If you practice in a field heavy with PEs, your colleagues will highly respect the license. Especially, if they went through the process of obtaining a PE themselves.

It’s like running a marathon. From the outside looking in, most people think they know how grueling marathons are. But only once you take part in the run, do you truly understand the hair raising rigors.

So in a sense, there’s a common bond shared amongst PEs.

I found when I received my PE, my peers engaged with me much more asking for my input.  So to colleagues, a PE is someone who is competent, knowledgeable, and well respected.

Engineers in PE exempt industries

It’s a mixed bag of reactions, as shown in the below 3 groups of engineers.

Group #1: don’t even know what a PE license is. So they have no input on ‘what is a Professional Engineer?”

Group #2: have respect for licensure and understand its importance in certain lines of work. They view Professional Engineers as high-skilled designers in traditional engineering fields. Fields like civil, structural, and power engineering.

Group #3: find licensure to be unnecessary and an antiquated business model. They don’t like how licensure is upsold, becoming a money grab for the NCEES.

What’s more, they find relying on a single PE’s signature alone to be a laughable system. Rather, relying on stringent processes, auditing, and testing is more reliable.

The public

A Professional Engineer doesn’t carry the same clout as a Medical Doctor (MD). I rarely come across any person in public who even recognizes the ‘PE’ acronym. PE signifies ‘Physical Education’ to the masses as funny as it sounds…

This lack of recognition traces back to if “engineer” should be a protected title.

What’s more, the general public doesn’t even know engineers can become licensed. And I don’t blame them, considering most engineers themselves are oblivious to licensure.

All in all, the public sees no difference between an unlicensed engineer and a PE.

Important Note: the lack of PE recognition is more prevalent in America versus other countries.

In Canada, laws exist over how you can use the ‘engineer’ title.

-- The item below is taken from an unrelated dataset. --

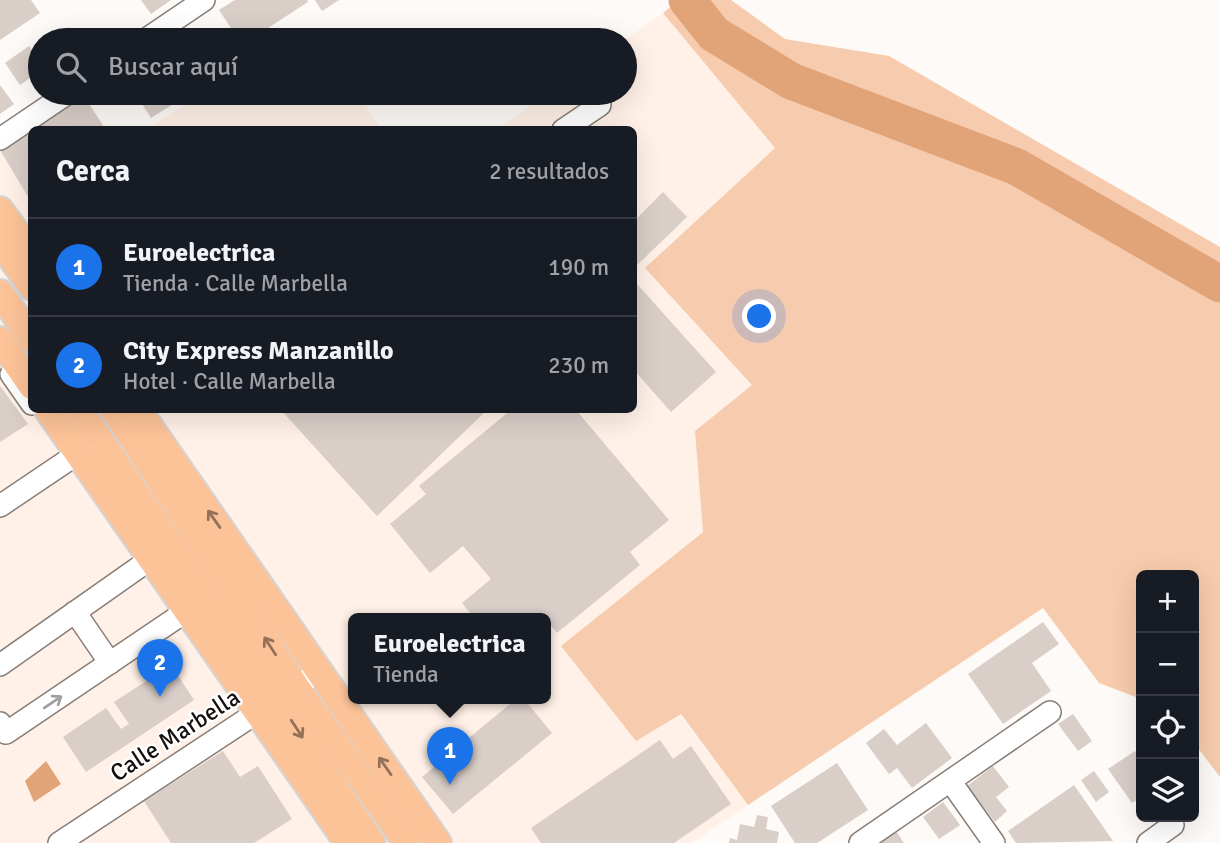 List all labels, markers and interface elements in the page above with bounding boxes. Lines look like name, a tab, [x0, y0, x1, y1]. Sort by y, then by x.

Only accredited engineers can legally use the title and in a professional setting. Canadians thus better grasp the significance of a Professional Engineer.

You as a Professional Engineer

professional engineer

You get a huge sense of accomplishment when you first pass the PE exam. Dopamine is pumping all throughout your system.

Then as a practicing PE, you feel more like a professional. You gain a sense of pride, as now you’re a part of the “exclusive” PE club. Also, you find your colleagues and clients respect you more. Of course, if you’re practicing in a field, which requires licensure.

BUT, there’s also added stress as now you’re at the helm of projects. Your designs now bear your name, and expectations and liability follow suit.

“What is a Professional Engineer?” wrap up

Depending on who you ask, you’ll get widely different answers. I personally view PE licensure as just a tool to do a specific type of job. Nothing more.

Professional Engineers aren’t any smarter than engineers in exempt fields. PEs have just decided to pursue a path, which requires licensure.

In the end, all types of engineers work hand in hand in some capacity. The end goal for every engineer is to better humanity. So we all need to strive to deliver the best quality work with every project.

What is a Professional Engineer to you? How do you view a Professional Engineer versus an engineer in a license-exempt industry?